WHAT NEEDS TO BE DONE
Show all lines from the material that carry the word "共乐西二道街".

- - -

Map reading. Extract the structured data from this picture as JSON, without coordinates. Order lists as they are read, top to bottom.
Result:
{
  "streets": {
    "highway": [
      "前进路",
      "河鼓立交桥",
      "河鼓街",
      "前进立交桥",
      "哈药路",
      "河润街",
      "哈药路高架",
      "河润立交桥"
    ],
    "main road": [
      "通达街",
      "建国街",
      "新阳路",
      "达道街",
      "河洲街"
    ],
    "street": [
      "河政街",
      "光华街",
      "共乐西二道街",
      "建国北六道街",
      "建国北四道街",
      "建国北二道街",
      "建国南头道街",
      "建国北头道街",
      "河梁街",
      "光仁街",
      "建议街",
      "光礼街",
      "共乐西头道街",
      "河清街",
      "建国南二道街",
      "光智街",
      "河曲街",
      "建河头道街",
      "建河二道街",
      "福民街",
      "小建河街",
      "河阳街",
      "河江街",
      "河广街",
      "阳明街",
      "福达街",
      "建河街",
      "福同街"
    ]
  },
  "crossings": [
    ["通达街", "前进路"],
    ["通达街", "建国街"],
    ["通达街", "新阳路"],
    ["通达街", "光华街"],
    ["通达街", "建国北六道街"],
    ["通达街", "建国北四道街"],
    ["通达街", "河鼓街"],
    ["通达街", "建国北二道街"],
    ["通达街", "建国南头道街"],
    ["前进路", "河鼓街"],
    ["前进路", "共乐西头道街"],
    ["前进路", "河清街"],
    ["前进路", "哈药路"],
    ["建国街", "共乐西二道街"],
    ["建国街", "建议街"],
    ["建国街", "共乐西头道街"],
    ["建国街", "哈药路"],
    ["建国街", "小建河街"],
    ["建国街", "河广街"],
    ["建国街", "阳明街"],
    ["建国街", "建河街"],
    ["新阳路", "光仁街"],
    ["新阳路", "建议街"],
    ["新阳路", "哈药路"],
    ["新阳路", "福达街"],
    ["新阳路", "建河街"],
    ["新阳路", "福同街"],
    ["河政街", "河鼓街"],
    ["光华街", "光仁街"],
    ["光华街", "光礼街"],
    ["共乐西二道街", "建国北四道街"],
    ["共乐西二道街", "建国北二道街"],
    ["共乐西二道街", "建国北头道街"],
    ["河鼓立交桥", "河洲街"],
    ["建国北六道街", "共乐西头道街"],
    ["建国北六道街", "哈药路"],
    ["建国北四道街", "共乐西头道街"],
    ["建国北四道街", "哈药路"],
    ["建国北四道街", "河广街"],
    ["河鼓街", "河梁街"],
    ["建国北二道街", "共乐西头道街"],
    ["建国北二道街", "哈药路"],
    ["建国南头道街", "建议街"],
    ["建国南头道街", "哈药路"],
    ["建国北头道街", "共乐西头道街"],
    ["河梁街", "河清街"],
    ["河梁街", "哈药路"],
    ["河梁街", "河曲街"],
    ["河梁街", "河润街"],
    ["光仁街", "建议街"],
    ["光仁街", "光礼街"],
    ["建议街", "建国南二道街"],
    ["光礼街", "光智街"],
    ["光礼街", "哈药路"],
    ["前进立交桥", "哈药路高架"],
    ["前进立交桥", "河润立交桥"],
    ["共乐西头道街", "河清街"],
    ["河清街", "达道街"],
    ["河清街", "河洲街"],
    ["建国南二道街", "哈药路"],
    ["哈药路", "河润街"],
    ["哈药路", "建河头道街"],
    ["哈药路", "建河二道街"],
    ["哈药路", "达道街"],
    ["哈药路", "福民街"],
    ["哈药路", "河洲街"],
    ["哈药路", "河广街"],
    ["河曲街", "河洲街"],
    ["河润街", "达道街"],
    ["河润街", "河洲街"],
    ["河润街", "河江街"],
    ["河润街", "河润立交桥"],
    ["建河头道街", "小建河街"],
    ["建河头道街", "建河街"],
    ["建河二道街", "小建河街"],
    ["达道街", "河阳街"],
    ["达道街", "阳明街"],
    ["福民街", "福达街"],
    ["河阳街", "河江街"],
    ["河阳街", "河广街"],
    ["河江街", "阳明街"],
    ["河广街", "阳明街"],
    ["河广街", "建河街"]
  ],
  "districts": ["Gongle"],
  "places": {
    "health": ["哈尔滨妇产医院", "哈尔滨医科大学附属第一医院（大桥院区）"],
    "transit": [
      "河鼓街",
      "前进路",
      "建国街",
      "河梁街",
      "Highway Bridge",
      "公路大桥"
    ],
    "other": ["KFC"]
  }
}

- - -

EXERCISE OUTPUT
      "共乐西二道街",
    ["建国街", "共乐西二道街"],
    ["共乐西二道街", "建国北四道街"],
    ["共乐西二道街", "建国北二道街"],
    ["共乐西二道街", "建国北头道街"],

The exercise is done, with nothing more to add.